After facing swift and severe backlash, Covergirl (which he'd been representing at the time) made a statement to separate itself from the influencer — after that, Charles issues a curt response on Twitter. 

"I am extremely sorry," he wrote. "Regardless of my intentions, words have consequences. I take full responsibility and will learn and do better."

The Palette Swatch Incident

When Charles and Morphe released their collaborative palette in the fall of 2018, he did what any other YouTuber would do and uploaded a swatch video to his channel in attempts to show followers how each of the palette's shades performed. 

Users in his comments claimed the swatches were too smooth to be real and suggested that Charles used video editing magic to make his palette look better than it actually was. He hotly contested these claims over social media and provided unedited swatch footage, which left fans satisfied for the most part.

The Sex Tape Incident

In February of 2019, rumors began swirling on social media that a sex tape starring Charles and an unidentified man had surfaced. Charles laughed off the claims and clarified on Twitter that the video in question was definitely not his. However, the scenario started a major conversation about many of Charle's hyper-sexual tweets and photos, which he spent the following days defending.

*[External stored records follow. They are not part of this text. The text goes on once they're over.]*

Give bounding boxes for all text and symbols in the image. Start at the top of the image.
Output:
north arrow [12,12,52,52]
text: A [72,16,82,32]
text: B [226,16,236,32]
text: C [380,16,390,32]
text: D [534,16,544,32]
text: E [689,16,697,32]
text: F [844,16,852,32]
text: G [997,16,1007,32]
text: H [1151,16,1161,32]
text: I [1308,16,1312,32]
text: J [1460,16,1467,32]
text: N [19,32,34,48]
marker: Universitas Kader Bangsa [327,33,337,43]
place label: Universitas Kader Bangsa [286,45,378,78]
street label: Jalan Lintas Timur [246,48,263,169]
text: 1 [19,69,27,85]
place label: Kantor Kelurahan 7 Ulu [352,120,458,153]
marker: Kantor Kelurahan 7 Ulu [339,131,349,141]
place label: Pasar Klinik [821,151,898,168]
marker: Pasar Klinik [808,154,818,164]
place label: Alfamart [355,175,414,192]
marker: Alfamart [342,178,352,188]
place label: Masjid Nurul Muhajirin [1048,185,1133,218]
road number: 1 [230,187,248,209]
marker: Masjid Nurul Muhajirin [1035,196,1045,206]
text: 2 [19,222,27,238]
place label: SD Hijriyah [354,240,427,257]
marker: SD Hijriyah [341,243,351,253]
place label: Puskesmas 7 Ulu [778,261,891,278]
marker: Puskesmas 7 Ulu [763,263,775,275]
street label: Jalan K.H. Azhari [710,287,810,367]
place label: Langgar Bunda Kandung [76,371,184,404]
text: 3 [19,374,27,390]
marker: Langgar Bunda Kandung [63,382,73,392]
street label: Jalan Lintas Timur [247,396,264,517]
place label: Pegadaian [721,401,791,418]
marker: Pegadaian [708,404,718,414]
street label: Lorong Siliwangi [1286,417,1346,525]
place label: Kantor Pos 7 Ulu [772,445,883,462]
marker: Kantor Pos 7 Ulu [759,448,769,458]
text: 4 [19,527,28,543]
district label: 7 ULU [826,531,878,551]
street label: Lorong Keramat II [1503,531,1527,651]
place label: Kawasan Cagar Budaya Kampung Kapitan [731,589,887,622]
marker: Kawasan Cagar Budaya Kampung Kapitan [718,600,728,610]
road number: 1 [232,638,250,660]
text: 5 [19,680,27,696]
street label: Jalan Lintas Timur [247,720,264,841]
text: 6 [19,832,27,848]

"if my sex tape ever DID leak you all would know because i'd be posting it everywhere fully monetized with 34 mid-roll ads," he joked after the fact.

The Ariana Grande Incident

During a video collaboration with YouTuber Shane Dawson in the spring of 2018, Dawson asked Charles about "the rudest celebrity you've ever met." Charles regaled a tale about Ariana Grande, whom he says followed and DM'd him on social media shortly after his Ebola Twitter scandal.

Grande's fans were so mad that she'd been in contact with him that she felt it was best to quickly unfollow him. In a heated DM exchanged, Charles questioned how much their Twitter friendship would really affect her fan base, and the two haven't been spotted talking since.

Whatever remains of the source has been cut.